Synthesis pass · year-by-year structured walk · 10 steps
  1. 2007 High

    Established that KLHL9 is a bona fide CUL3 substrate adaptor by identifying its first substrate, defining how a Kelch-domain adaptor confers specificity to a cullin-RING ligase in mitosis.

    Evidence In vitro Kelch-domain binding, reciprocal Co-IP, in vivo and reconstituted in vitro ubiquitylation of Aurora B, RNAi mitotic phenotyping

    PMID:17543862

    Open questions at the time
    • No structure of the KLHL9 Kelch-substrate interface
    • Relative contributions of KLHL9 vs KLHL13 to substrate capture not separated
  2. 2007 Medium

    Connected the ligase to checkpoint control, showing the complex is needed to maintain SAC signaling rather than only to relocalize the CPC.

    Evidence RNAi inactivation of CUL3/KLHL9/KLHL13 with Cyclin B and mitotic-exit readouts under microtubule poisons

    PMID:18075312

    Open questions at the time
    • Direct SAC substrate of the complex not identified
    • Single method, no reconstitution
  3. 2009 Medium

    Independent replication refined the mitotic role to CPC translocation from chromosomes to spindle midzone and distinguished it from the related KLHL21 adaptor.

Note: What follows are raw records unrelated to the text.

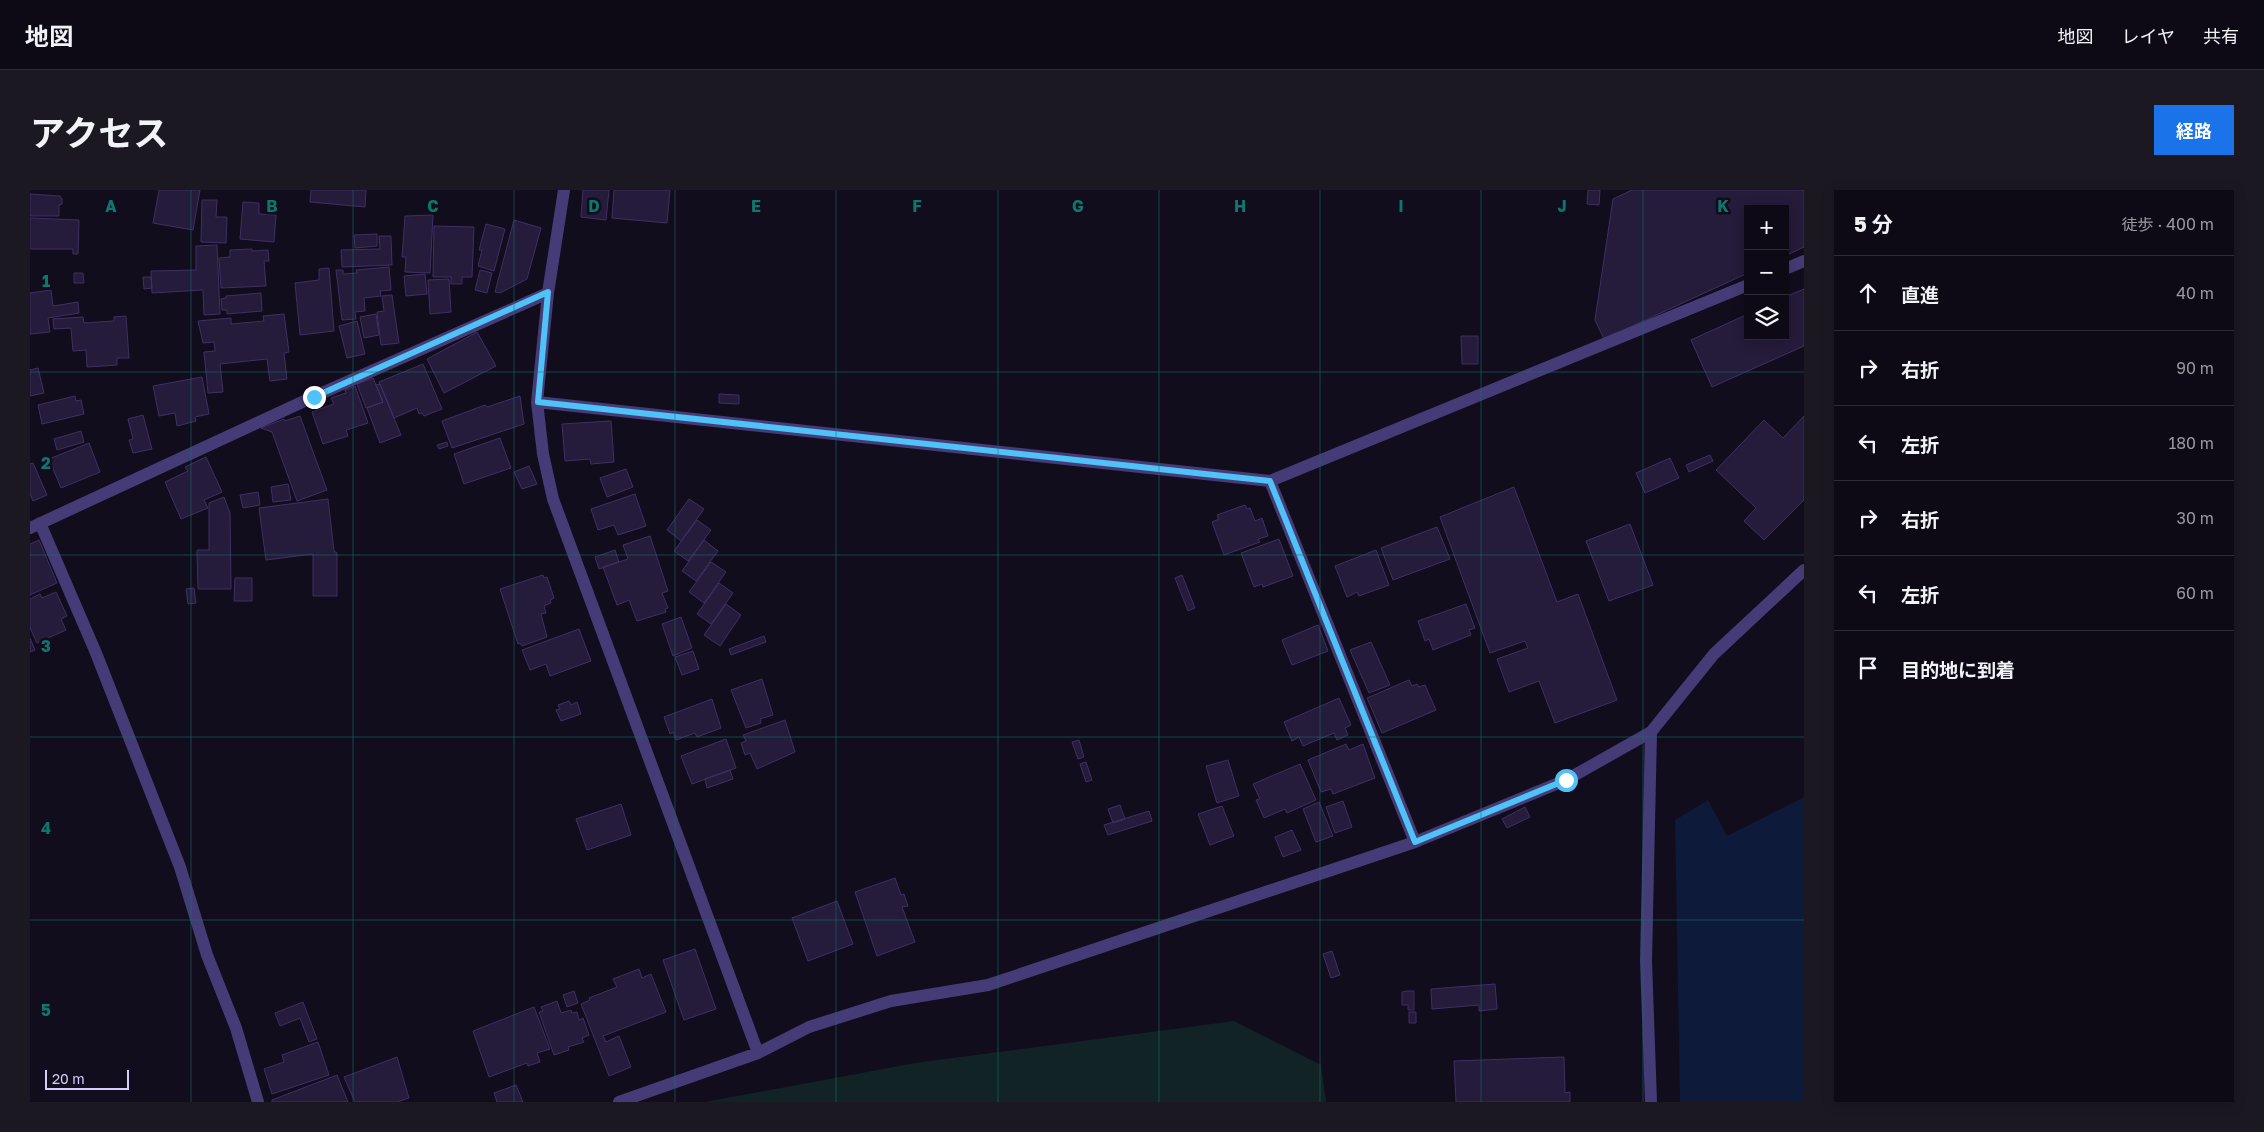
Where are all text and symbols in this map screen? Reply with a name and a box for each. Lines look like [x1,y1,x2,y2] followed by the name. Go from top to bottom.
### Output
[25,21,73,50] text: 地図
[2058,25,2094,47] text: 地図
[2122,25,2175,47] text: レイヤ
[2203,25,2239,47] text: 共有
[2154,105,2234,155] button: 経路
[30,112,168,154] text: アクセス
[105,196,117,216] text: A
[266,196,278,216] text: B
[427,196,439,216] text: C
[588,196,600,216] text: D
[751,196,761,216] text: E
[912,196,922,216] text: F
[1072,196,1084,216] text: G
[1234,196,1246,216] text: H
[1398,196,1404,216] text: I
[1557,196,1567,216] text: J
[1717,196,1729,216] text: K
[1744,205,1789,340] map controls
[1744,205,1789,250] button: +
[1854,211,1893,237] text: 5 分
[2121,214,2214,234] text: 徒歩 · 400 m
[1744,250,1789,295] button: −
[42,271,50,291] text: 1
[1854,279,1882,307] icon: ahead
[1901,283,1939,306] text: 直進
[2176,283,2214,303] text: 40 m
[1744,295,1789,340] button: layers
[1854,354,1882,382] icon: right
[1901,358,1939,381] text: 右折
[2176,358,2214,378] text: 90 m
[303,386,326,409] route end
[1854,429,1882,457] icon: left
[1901,433,1939,456] text: 左折
[2168,433,2214,453] text: 180 m
[41,453,51,473] text: 2
[1854,504,1882,532] icon: right
[1901,508,1939,531] text: 右折
[2177,508,2214,528] text: 30 m
[1854,579,1882,607] icon: left
[1901,583,1939,606] text: 左折
[2176,583,2214,603] text: 60 m
[41,636,51,656] text: 3
[1854,654,1882,682] icon: arrive
[1901,658,2015,681] text: 目的地に到着
[1555,769,1578,792] route start
[41,818,51,838] text: 4
[41,1000,51,1020] text: 5
[45,1067,129,1090] scale bar
[52,1070,85,1087] text: 20 m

    Evidence RNAi knockdown with immunofluorescence of CPC localization and cytokinesis, compared with KLHL21

    PMID:19995937

    Open questions at the time
    • Molecular trigger for midzone translocation not defined
  4. 2014 Medium

    Extended KLHL9 function to tumor biology, positioning it as a tumor suppressor whose loss de-represses C/EBP master regulators in glioblastoma.

    Evidence KLHL9 rescue with proteasome inhibition, in vitro/in vivo tumor viability, regulatory network analysis

    PMID:25303533

    Open questions at the time
    • Direct ubiquitylation of C/EBPβ/δ by CUL3/KLHL9 not demonstrated
    • Whether C/EBP proteins bind the Kelch domain unknown
  5. 2017 Medium

    Clarified upstream regulation, showing CUL3KLHL9/13 activity is independent of SCCRO-mediated neddylation that controls CUL3KLHL21, evidence for selective cullin regulation.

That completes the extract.